__WHAT YOU SHOULD DO__. Which of the lines below include the word "Soller"? Pull each one out.

__EXTRACTED DATA__.

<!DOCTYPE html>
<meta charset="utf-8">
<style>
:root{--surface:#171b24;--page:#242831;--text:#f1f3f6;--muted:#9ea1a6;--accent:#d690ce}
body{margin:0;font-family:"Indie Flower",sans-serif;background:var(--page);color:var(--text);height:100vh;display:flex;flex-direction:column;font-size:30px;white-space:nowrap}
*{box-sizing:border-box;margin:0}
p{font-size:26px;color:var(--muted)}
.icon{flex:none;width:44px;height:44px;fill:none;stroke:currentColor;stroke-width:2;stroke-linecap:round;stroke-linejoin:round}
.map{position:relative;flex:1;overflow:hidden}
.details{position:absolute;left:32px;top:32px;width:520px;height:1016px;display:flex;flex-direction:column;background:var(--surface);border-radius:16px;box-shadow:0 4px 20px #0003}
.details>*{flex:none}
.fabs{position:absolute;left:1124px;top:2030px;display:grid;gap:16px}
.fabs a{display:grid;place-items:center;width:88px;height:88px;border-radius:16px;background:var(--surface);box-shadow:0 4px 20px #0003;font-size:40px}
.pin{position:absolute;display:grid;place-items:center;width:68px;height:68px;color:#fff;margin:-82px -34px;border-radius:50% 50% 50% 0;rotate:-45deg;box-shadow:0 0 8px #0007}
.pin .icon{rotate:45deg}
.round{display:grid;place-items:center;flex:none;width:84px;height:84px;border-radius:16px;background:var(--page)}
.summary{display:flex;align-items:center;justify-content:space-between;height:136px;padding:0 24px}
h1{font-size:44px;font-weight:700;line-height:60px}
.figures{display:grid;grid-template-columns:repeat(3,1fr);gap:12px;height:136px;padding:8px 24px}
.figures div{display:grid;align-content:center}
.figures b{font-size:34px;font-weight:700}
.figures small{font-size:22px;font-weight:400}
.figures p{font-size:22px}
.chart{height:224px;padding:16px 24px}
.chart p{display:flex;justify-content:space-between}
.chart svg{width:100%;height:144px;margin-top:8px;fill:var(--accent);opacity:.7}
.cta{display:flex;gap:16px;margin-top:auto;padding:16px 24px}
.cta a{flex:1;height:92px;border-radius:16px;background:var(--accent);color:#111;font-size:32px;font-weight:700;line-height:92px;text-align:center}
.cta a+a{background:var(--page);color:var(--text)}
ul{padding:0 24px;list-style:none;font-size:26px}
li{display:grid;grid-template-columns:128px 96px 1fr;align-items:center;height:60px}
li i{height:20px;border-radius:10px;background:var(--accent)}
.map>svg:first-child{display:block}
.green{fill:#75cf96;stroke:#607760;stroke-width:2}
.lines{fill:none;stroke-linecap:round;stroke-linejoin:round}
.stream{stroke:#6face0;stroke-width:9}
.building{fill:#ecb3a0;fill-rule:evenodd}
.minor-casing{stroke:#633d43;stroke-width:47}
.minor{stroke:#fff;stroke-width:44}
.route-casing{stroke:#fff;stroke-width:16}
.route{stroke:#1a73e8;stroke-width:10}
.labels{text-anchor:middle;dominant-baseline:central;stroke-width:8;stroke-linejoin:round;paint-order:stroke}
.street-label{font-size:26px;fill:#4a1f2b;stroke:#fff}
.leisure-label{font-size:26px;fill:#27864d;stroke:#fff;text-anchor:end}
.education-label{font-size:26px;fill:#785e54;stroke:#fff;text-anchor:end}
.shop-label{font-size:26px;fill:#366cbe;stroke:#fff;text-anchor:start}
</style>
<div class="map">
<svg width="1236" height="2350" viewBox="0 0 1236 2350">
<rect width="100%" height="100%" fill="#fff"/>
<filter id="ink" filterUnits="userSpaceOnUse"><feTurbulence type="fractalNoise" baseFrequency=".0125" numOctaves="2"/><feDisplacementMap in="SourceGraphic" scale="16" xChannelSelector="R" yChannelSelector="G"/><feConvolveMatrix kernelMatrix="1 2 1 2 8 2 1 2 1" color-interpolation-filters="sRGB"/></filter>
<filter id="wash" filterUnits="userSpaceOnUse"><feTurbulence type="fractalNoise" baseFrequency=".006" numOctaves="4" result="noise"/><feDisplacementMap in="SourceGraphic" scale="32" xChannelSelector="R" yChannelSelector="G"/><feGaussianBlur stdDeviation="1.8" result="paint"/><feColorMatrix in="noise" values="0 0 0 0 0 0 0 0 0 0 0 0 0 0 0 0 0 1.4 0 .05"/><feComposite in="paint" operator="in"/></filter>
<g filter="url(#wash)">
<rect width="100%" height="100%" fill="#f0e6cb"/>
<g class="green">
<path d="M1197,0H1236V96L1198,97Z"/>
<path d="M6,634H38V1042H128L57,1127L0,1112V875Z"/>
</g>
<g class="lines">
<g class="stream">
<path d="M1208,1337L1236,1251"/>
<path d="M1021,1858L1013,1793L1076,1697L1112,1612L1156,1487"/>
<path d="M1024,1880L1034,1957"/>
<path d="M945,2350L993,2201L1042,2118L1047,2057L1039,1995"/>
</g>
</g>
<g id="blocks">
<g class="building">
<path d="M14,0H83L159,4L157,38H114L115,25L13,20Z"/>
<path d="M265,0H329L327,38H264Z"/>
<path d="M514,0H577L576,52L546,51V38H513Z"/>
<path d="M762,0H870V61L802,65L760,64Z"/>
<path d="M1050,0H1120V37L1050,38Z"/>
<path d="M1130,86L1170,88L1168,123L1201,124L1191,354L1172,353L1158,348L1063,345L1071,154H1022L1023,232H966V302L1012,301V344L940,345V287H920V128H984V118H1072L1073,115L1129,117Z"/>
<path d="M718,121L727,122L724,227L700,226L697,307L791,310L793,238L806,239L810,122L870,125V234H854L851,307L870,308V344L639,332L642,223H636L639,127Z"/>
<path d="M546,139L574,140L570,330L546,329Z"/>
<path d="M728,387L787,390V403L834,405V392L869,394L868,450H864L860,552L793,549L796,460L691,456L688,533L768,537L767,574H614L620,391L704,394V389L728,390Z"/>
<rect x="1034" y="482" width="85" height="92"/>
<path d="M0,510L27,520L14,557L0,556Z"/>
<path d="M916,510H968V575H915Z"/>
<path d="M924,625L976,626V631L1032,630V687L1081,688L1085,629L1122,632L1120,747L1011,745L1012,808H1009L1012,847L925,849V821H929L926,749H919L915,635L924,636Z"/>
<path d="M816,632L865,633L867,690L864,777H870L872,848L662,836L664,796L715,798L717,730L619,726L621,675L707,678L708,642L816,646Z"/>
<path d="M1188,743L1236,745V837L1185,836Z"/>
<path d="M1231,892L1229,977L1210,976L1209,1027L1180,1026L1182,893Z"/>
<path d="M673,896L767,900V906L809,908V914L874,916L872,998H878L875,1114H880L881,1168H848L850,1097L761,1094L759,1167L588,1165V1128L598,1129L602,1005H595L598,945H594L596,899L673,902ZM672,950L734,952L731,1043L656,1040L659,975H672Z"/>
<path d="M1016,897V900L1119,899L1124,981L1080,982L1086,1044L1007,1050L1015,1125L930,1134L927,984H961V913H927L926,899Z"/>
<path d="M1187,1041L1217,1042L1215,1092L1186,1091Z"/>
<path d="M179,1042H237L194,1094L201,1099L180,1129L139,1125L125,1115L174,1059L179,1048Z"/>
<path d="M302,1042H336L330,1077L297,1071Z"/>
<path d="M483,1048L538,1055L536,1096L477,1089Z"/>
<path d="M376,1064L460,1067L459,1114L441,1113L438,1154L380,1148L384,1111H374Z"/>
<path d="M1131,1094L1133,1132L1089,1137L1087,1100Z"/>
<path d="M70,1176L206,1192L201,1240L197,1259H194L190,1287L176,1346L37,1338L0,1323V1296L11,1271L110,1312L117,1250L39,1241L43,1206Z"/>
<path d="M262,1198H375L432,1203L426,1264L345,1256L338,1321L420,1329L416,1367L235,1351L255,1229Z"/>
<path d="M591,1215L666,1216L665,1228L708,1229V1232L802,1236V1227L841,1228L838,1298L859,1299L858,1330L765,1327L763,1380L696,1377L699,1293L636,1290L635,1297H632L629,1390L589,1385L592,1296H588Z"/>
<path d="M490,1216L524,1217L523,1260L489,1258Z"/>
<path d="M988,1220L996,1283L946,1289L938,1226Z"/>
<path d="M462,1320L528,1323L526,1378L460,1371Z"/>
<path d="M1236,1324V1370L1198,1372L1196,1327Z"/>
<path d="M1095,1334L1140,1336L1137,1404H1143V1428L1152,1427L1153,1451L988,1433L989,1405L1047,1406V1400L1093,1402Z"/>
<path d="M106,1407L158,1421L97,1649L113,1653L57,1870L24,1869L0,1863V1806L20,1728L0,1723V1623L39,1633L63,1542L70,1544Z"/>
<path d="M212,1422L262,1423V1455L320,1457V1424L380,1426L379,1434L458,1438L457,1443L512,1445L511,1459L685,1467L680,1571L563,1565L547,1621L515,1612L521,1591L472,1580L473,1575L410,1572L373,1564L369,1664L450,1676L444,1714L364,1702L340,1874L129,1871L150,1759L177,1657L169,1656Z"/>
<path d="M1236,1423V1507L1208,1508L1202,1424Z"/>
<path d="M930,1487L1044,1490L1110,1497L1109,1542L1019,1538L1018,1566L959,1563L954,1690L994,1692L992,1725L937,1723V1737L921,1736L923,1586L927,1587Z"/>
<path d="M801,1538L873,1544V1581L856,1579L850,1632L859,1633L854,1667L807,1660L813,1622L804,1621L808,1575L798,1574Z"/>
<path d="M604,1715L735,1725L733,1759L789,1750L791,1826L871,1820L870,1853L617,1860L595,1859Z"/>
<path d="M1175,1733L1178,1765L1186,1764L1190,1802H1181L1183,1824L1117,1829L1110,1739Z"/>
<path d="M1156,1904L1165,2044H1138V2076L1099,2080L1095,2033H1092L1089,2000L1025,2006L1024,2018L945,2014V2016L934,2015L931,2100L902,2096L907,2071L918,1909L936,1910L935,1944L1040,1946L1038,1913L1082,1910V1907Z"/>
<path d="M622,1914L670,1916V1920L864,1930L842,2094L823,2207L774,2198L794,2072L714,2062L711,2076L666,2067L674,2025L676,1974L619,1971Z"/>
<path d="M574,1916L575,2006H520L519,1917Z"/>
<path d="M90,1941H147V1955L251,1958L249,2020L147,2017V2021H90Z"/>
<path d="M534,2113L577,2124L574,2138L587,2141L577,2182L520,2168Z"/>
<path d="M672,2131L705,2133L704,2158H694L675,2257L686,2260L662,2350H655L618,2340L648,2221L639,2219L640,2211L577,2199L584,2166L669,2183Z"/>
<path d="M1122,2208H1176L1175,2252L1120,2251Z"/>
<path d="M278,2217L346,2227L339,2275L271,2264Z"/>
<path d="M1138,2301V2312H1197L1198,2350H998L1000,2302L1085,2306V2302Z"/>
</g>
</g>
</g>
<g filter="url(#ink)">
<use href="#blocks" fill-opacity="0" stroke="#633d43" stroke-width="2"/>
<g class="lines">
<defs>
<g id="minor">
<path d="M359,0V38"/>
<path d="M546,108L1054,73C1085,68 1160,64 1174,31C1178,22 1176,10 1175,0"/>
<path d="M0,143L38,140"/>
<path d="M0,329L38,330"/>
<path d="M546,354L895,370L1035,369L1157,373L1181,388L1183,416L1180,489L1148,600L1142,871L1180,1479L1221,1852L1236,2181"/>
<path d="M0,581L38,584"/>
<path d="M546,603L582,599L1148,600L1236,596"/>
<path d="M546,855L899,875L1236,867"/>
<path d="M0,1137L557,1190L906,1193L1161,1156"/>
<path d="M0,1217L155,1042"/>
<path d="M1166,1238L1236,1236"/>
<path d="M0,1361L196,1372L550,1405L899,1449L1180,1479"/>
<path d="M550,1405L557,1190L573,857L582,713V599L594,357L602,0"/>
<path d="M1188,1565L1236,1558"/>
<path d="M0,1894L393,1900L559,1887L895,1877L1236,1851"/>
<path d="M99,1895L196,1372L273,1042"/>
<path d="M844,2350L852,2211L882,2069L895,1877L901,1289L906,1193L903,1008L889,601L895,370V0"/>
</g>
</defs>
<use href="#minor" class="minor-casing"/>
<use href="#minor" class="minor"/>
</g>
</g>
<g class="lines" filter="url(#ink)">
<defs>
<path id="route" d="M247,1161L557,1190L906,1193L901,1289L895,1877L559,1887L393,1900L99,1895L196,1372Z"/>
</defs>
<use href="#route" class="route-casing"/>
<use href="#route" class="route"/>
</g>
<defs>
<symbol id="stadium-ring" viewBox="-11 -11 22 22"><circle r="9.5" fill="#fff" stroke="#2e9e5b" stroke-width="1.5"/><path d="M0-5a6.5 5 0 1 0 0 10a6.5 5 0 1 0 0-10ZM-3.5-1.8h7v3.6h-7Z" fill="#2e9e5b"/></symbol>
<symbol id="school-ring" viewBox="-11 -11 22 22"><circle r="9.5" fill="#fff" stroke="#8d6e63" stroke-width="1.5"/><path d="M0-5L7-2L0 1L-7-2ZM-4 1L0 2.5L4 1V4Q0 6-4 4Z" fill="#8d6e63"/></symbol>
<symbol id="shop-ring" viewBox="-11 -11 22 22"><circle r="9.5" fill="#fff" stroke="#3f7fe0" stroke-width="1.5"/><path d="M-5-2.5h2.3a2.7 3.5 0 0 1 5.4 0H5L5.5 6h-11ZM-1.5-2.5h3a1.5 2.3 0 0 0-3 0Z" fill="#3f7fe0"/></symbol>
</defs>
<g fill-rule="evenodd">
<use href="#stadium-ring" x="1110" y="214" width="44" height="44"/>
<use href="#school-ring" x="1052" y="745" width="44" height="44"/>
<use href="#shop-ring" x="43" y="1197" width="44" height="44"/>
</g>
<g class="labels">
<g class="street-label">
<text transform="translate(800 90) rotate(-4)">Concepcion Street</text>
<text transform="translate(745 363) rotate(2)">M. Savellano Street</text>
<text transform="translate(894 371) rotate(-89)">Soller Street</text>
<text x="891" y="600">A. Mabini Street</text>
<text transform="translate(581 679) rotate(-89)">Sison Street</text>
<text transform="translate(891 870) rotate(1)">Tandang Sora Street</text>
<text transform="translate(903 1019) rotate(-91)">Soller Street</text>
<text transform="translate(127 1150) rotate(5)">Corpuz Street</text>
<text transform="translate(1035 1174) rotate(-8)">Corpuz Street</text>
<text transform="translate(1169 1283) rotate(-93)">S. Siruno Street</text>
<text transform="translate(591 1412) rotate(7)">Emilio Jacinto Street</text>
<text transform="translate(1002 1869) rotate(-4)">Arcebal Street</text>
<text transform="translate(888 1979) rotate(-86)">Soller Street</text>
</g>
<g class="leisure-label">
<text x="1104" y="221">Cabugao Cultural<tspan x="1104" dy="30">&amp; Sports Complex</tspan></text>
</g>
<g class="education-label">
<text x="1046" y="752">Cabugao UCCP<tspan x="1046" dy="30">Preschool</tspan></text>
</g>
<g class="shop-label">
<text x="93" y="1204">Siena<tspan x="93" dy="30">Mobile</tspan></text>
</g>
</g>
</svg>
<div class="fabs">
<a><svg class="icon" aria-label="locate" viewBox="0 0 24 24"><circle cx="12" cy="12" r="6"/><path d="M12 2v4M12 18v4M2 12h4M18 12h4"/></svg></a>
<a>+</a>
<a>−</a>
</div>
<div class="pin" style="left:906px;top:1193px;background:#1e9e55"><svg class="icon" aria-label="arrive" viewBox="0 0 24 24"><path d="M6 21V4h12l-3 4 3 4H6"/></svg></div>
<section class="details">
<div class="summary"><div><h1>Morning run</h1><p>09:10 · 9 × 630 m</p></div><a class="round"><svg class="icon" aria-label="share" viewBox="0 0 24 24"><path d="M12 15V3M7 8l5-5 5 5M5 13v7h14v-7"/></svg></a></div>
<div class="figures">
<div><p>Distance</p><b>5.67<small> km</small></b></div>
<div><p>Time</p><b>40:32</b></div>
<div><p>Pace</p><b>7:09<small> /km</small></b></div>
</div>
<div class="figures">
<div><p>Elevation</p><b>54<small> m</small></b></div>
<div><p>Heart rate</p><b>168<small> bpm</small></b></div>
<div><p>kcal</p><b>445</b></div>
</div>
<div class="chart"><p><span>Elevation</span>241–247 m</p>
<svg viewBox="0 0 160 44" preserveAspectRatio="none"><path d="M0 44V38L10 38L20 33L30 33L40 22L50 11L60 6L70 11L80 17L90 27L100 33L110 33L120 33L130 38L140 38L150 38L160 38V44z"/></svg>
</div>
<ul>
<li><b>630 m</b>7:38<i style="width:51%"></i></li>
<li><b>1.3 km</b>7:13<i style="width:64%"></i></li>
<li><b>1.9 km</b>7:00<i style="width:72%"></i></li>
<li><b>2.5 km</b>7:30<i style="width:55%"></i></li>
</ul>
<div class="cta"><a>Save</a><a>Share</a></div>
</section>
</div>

__SOLVED EXERCISE__.
<text transform="translate(894 371) rotate(-89)">Soller Street</text>
<text transform="translate(903 1019) rotate(-91)">Soller Street</text>
<text transform="translate(888 1979) rotate(-86)">Soller Street</text>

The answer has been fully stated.